Look below for the line holding "Give me a JSON" and the line holding "Map reading. Build". Transcribe exactly those lines and all lines between them, nothing more.

### Record extracts
#####
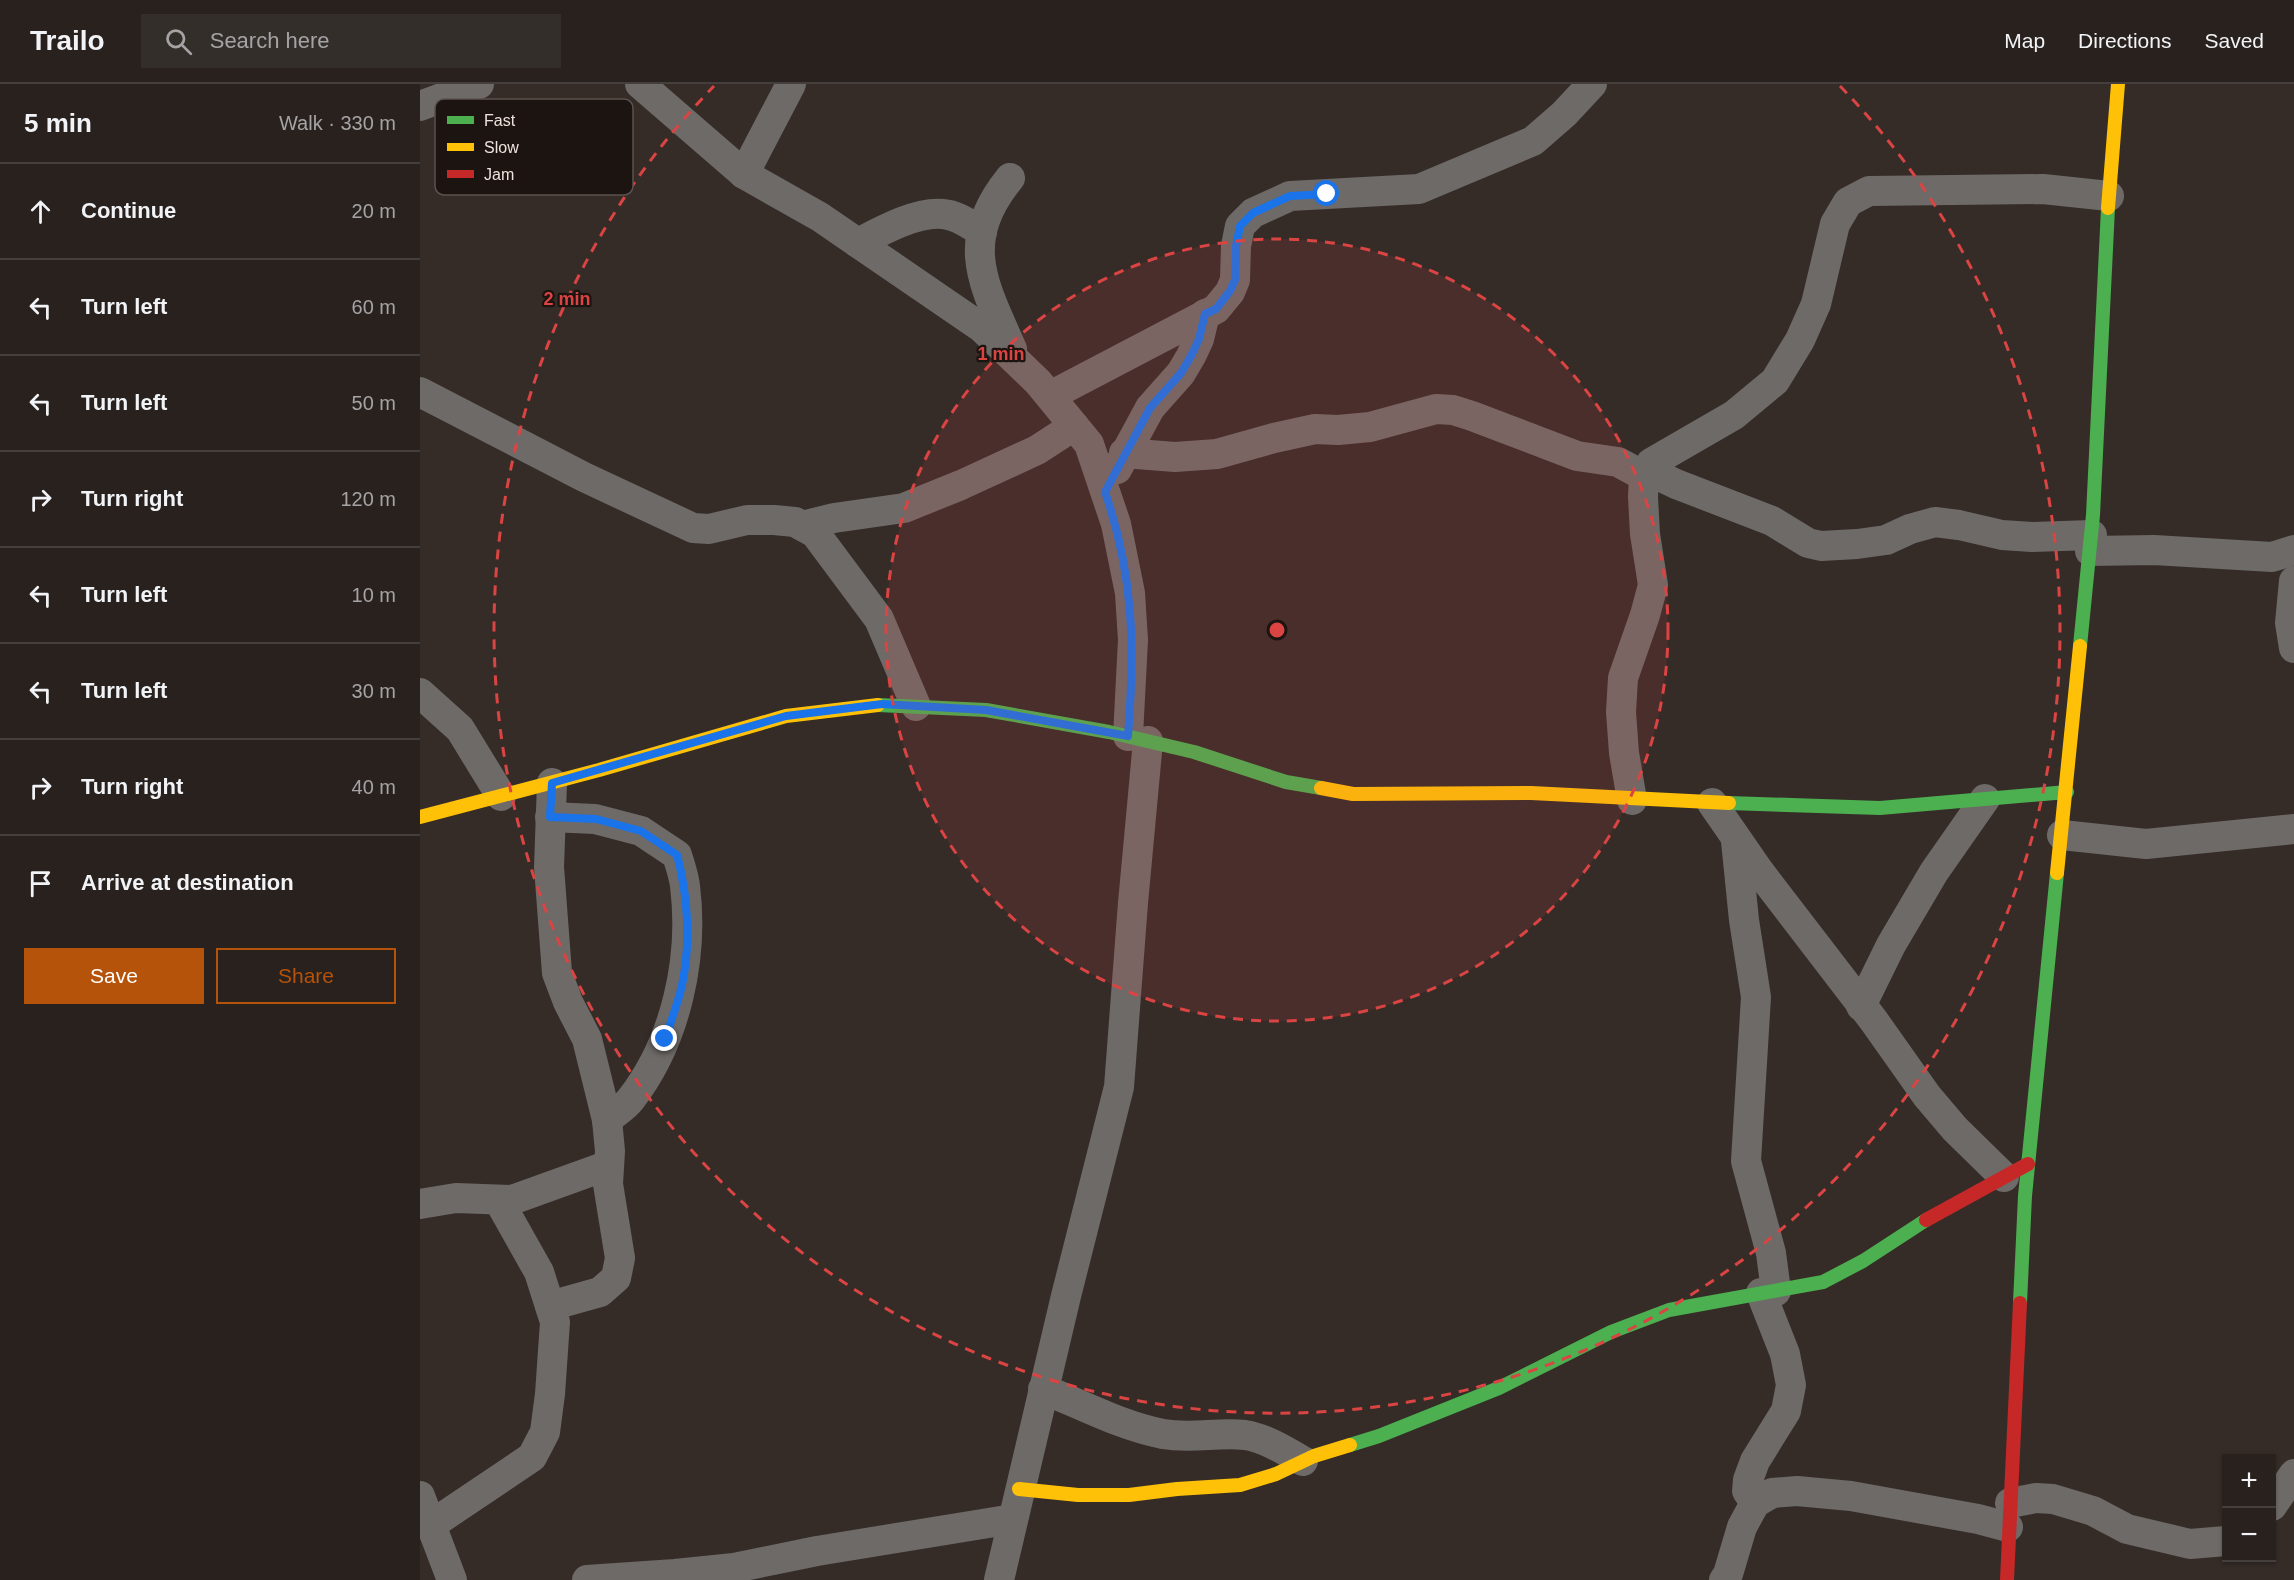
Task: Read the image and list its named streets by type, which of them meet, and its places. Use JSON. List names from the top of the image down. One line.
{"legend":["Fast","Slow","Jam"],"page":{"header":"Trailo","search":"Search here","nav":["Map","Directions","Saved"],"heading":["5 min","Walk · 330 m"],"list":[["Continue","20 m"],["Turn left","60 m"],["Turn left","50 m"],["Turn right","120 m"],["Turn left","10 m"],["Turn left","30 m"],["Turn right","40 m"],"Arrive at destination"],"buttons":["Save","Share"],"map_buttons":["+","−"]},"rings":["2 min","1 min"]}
#####
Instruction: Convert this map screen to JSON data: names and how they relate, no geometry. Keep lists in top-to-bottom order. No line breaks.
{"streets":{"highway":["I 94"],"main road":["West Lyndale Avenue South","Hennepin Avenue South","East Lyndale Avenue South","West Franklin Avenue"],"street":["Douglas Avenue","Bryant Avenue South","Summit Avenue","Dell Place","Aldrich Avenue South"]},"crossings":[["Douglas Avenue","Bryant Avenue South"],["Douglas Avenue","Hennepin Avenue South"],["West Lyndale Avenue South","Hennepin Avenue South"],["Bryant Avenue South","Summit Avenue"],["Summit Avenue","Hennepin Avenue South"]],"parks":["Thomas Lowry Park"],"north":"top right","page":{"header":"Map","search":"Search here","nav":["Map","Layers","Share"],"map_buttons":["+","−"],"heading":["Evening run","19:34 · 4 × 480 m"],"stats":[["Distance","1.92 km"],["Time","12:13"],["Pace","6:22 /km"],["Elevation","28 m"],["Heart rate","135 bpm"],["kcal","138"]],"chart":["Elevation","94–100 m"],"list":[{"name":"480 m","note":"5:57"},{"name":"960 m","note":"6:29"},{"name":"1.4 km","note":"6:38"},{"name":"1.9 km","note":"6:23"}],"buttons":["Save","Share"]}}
#####
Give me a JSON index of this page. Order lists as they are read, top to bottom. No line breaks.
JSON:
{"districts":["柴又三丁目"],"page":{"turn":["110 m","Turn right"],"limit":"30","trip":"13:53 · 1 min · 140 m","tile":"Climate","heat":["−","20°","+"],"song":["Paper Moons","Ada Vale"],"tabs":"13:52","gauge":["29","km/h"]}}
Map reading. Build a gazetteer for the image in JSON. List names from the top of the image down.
#####
### Exercise solution
Give me a JSON index of this page. Order lists as they are read, top to bottom. No line breaks.
JSON:
{"districts":["柴又三丁目"],"page":{"turn":["110 m","Turn right"],"limit":"30","trip":"13:53 · 1 min · 140 m","tile":"Climate","heat":["−","20°","+"],"song":["Paper Moons","Ada Vale"],"tabs":"13:52","gauge":["29","km/h"]}}
Map reading. Build a gazetteer for the image in JSON. List names from the top of the image down.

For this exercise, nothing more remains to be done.